Pero salió de dudas cuando despegó los labios y vio la pistola.

-Sentí un corrientazo por todo el cuerpo. Yo pensé que era el beso... -me dijo

desfallecida camino al hospital.

-No hablés más, Rosario -Le dije, y ella apretándome la mano me pidió que no la dejara morir.

-No me quiero morir, no quiero.

Aunque yo la animaba con esperanzas, mi expresión no la engañaba. Aún

moribunda se veía hermosa, fatalmente divina se desangraba cuando la entraron

a cirugía. La velocidad de la camilla, el vaivén de la puerta y la orden estricta de

una enfermera me separaron de ella.

-Avísale a mi mamá -alcancé a oír.

Como si yo supiera dónde vivía su madre. Nadie lo sabía, ni siquiera Emilio,

que la conoció tanto y tuvo la suerte de tenerla.

Lo llamé para contarle. Se quedó tan mudo que tuve que repetirle lo que yo

mismo no creía, pero de tanto decírselo para sacarlo de su silencio, aterricé y

entendí que Rosario se moría.

-Se nos está yendo, viejo.

Lo dije como si Rosario fuera de los dos, o acaso alguna vez lo fue, así hubiera

sido en un desliz o en el permanente deseo de mis pensamientos.

-Rosario.

No me canso de repetir su nombre mientras amanece, mientras espero a que

llegue Emilio, que seguramente no vendrá, mientras espero que alguien salga del

quirófano y diga algo.
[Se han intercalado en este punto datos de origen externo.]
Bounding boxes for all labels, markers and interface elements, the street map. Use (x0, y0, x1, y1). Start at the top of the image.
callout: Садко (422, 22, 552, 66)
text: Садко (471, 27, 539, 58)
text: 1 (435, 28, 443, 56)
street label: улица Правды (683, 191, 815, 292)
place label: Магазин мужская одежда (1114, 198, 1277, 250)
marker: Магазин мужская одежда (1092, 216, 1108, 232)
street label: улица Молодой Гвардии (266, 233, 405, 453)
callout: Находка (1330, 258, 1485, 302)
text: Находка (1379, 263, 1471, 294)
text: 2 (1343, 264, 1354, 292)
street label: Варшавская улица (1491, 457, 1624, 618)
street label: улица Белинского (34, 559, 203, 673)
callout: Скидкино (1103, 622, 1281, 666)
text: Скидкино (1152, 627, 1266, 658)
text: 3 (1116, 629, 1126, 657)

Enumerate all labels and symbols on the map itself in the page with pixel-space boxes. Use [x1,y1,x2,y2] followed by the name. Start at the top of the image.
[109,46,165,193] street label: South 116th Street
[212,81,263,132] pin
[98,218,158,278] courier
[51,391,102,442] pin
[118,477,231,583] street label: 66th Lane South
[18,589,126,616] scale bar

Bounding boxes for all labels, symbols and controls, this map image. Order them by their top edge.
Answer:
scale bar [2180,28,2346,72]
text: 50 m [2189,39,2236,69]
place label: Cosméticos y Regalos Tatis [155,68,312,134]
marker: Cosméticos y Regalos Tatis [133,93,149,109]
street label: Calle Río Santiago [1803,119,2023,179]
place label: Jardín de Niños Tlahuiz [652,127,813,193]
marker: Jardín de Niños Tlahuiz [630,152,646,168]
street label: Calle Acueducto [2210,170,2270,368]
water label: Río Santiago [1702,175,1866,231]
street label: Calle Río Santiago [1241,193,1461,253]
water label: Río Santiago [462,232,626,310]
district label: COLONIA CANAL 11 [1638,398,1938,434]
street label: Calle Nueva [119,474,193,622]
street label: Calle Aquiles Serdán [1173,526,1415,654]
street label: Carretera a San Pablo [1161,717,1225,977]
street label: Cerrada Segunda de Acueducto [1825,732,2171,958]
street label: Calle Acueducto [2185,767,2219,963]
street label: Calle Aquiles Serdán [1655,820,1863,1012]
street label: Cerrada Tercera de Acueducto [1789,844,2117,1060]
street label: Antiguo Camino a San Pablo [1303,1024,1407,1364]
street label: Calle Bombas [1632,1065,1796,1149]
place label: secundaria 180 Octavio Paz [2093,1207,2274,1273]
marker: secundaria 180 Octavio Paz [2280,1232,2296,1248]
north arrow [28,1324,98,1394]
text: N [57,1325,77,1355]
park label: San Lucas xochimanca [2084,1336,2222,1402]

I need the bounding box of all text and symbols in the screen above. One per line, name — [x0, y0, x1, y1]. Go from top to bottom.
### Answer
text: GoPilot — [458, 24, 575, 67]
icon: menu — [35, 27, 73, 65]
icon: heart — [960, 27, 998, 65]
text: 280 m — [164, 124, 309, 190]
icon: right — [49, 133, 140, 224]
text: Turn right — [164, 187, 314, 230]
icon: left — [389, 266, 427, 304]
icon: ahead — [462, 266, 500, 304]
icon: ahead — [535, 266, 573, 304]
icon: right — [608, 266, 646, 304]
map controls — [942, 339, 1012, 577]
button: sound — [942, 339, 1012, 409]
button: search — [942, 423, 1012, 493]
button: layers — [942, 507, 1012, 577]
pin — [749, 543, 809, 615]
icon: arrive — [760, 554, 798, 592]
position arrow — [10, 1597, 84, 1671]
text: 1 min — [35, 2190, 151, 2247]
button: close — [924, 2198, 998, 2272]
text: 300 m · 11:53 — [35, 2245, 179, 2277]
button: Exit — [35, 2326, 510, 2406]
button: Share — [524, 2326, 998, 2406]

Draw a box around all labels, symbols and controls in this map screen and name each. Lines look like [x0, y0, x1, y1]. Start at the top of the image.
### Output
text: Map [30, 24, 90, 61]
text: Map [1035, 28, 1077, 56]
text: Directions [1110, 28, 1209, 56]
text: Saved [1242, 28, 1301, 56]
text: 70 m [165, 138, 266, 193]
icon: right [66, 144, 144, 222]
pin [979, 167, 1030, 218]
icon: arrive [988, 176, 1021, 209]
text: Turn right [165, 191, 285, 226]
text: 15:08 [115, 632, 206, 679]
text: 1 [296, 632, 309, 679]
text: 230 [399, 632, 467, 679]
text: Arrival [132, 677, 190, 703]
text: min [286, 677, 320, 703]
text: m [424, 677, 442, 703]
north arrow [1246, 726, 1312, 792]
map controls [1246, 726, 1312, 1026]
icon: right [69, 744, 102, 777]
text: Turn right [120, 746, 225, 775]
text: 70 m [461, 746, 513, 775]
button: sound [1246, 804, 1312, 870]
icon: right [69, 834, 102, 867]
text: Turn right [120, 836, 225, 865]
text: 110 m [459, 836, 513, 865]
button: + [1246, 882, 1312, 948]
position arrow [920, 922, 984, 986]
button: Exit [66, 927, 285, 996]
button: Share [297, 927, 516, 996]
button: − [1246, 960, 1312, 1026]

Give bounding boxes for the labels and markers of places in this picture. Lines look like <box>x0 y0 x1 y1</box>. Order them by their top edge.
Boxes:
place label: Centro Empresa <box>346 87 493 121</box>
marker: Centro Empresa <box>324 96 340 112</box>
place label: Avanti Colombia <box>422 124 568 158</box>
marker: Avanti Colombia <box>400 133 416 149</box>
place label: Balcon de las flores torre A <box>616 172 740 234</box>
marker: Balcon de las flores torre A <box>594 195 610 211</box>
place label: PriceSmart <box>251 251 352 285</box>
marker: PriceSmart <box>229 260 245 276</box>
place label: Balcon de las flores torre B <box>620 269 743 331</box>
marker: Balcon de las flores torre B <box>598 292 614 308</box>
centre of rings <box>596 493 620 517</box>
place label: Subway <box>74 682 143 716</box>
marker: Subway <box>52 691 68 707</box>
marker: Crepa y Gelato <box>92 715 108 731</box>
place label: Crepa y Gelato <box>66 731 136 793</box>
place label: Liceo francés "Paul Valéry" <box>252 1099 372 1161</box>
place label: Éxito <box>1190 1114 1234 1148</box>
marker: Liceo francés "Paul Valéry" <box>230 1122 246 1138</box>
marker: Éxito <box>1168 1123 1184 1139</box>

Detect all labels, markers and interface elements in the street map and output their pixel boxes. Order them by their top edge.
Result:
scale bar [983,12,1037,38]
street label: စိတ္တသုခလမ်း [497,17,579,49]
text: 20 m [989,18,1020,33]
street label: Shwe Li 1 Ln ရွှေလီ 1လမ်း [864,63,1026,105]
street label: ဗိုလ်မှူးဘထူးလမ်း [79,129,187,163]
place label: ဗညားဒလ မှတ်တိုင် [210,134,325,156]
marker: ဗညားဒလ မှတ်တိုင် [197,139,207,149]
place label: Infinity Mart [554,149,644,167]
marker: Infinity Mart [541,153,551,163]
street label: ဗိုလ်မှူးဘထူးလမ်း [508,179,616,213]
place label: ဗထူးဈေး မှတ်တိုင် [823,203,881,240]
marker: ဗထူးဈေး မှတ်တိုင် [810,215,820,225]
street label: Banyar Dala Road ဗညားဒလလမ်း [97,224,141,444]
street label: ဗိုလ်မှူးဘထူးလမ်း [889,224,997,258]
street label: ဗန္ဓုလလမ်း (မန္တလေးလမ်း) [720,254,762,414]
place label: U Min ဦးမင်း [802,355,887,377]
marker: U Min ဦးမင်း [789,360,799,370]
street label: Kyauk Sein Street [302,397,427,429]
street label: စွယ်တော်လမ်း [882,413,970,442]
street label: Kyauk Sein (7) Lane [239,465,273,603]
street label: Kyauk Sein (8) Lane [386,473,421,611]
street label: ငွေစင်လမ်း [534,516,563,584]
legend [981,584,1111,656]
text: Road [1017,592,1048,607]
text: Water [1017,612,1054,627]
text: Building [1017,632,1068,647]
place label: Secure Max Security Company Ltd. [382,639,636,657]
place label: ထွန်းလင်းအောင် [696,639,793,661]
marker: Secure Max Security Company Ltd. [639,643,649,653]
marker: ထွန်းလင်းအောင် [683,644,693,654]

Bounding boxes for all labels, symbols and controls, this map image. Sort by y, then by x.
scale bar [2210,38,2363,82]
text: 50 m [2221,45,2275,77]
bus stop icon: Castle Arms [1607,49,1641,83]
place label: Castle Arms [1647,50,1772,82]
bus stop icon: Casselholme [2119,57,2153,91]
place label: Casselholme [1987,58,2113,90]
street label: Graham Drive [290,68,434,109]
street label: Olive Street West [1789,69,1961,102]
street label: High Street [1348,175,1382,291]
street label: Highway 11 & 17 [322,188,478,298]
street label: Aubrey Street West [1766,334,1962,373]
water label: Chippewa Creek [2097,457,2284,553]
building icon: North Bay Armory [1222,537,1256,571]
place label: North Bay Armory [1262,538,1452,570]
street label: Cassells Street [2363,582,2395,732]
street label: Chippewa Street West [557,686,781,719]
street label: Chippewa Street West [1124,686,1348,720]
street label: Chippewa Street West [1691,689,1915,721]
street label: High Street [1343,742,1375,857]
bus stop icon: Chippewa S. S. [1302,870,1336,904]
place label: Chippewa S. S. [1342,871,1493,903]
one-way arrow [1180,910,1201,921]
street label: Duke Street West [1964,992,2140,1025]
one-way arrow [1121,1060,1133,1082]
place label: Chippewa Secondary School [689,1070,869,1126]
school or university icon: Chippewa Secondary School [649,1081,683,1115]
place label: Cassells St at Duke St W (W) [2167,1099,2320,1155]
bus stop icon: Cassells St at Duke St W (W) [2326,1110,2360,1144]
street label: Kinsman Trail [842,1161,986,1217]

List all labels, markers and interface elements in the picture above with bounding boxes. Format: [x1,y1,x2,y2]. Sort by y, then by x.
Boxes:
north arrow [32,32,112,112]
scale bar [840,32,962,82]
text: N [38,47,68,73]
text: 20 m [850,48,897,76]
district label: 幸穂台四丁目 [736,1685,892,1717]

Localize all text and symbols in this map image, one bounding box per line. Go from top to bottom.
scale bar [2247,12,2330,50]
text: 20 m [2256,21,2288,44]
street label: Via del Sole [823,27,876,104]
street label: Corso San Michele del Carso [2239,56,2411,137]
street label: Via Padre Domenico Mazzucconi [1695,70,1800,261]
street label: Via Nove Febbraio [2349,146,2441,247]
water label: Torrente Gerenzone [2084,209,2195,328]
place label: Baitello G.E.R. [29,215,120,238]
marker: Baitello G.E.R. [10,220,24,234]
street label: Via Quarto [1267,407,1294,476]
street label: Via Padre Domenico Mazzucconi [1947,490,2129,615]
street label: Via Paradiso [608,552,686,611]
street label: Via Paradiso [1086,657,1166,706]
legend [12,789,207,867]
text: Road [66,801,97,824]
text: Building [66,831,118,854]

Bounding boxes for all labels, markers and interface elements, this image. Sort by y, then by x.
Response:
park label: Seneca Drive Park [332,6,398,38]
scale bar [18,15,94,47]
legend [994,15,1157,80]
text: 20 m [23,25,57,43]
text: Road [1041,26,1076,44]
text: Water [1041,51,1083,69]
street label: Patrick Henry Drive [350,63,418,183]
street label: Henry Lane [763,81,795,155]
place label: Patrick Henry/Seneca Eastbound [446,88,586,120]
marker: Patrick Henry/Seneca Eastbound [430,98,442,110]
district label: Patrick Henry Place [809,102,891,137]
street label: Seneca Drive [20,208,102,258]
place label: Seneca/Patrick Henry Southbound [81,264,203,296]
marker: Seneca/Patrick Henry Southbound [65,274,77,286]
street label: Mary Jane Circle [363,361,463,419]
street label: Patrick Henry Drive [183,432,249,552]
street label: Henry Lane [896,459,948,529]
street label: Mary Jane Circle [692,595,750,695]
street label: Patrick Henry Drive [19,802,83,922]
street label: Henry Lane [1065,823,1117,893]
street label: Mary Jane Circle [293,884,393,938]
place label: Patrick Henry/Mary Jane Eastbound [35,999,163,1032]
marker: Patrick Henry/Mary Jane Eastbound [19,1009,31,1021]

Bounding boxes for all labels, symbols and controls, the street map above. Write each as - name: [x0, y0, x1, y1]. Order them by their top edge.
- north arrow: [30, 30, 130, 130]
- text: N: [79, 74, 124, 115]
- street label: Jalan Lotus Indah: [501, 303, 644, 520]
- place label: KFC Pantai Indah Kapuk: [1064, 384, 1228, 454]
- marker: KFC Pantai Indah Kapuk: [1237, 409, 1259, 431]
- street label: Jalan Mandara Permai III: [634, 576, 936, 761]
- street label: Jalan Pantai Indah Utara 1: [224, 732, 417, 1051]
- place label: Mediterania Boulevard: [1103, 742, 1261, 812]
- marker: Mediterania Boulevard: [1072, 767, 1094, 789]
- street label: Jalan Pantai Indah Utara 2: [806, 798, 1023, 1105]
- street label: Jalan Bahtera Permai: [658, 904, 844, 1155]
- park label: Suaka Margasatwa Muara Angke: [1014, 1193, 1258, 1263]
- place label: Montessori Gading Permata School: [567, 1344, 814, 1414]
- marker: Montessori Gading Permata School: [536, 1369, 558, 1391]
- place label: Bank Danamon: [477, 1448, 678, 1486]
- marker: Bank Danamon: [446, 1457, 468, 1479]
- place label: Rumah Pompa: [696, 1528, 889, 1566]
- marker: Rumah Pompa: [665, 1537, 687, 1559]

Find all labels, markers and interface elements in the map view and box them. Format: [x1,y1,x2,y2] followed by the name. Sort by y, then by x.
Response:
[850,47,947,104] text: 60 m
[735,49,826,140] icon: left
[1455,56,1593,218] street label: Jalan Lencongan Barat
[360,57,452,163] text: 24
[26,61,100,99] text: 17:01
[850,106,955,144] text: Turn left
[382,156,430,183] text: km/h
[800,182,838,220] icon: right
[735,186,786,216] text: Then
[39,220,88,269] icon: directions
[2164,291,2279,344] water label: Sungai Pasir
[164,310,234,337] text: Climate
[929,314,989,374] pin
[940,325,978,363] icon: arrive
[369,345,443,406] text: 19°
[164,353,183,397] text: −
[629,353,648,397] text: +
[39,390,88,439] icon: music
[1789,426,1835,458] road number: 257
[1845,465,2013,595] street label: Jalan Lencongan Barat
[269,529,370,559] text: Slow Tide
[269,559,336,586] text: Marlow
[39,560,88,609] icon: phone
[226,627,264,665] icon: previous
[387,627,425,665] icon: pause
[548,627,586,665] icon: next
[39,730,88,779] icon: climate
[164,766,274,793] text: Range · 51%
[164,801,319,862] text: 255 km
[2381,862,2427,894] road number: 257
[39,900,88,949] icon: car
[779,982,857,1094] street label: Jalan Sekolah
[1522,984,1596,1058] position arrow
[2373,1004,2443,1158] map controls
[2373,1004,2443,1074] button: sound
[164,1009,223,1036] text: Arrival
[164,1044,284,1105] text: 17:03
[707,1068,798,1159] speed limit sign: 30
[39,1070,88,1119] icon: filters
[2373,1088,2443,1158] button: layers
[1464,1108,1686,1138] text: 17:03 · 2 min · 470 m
Amanece más lento que nunca, veo apagarse una a una las

luces del barrio alto de donde una vez bajó Rosario.

-Mirá bien donde estoy apuntando. Allá arriba sobre la hilera de luces

amarillas, un poquito más arriba quedaba mi casa. Allá debe estar doña Rubi

rezando por mí.

Yo no vi nada, sólo su dedo estirado hacia la parte más alta de la montaña,

adornado con un anillo que nunca imaginó que tendría, y su brazo mestizo y su

olor a Rosario. Sus hombros descubiertos como casi siempre, sus camisetas

diminutas y sus senos tan erguidos como el dedo que señalaba. Ahora se está

muriendo después de tanto esquivar la muerte.

-A mí nadie me mata -dijo un día-. Soy mala hierba.

Si nadie sale es porque todavía estará viva. Ya he preguntado varias veces pero

no me dan razón, no la registramos, no hubo tiempo.

-La muchacha, la del balazo.

-Aquí casi todos vienen con un balazo- me dijo la informante.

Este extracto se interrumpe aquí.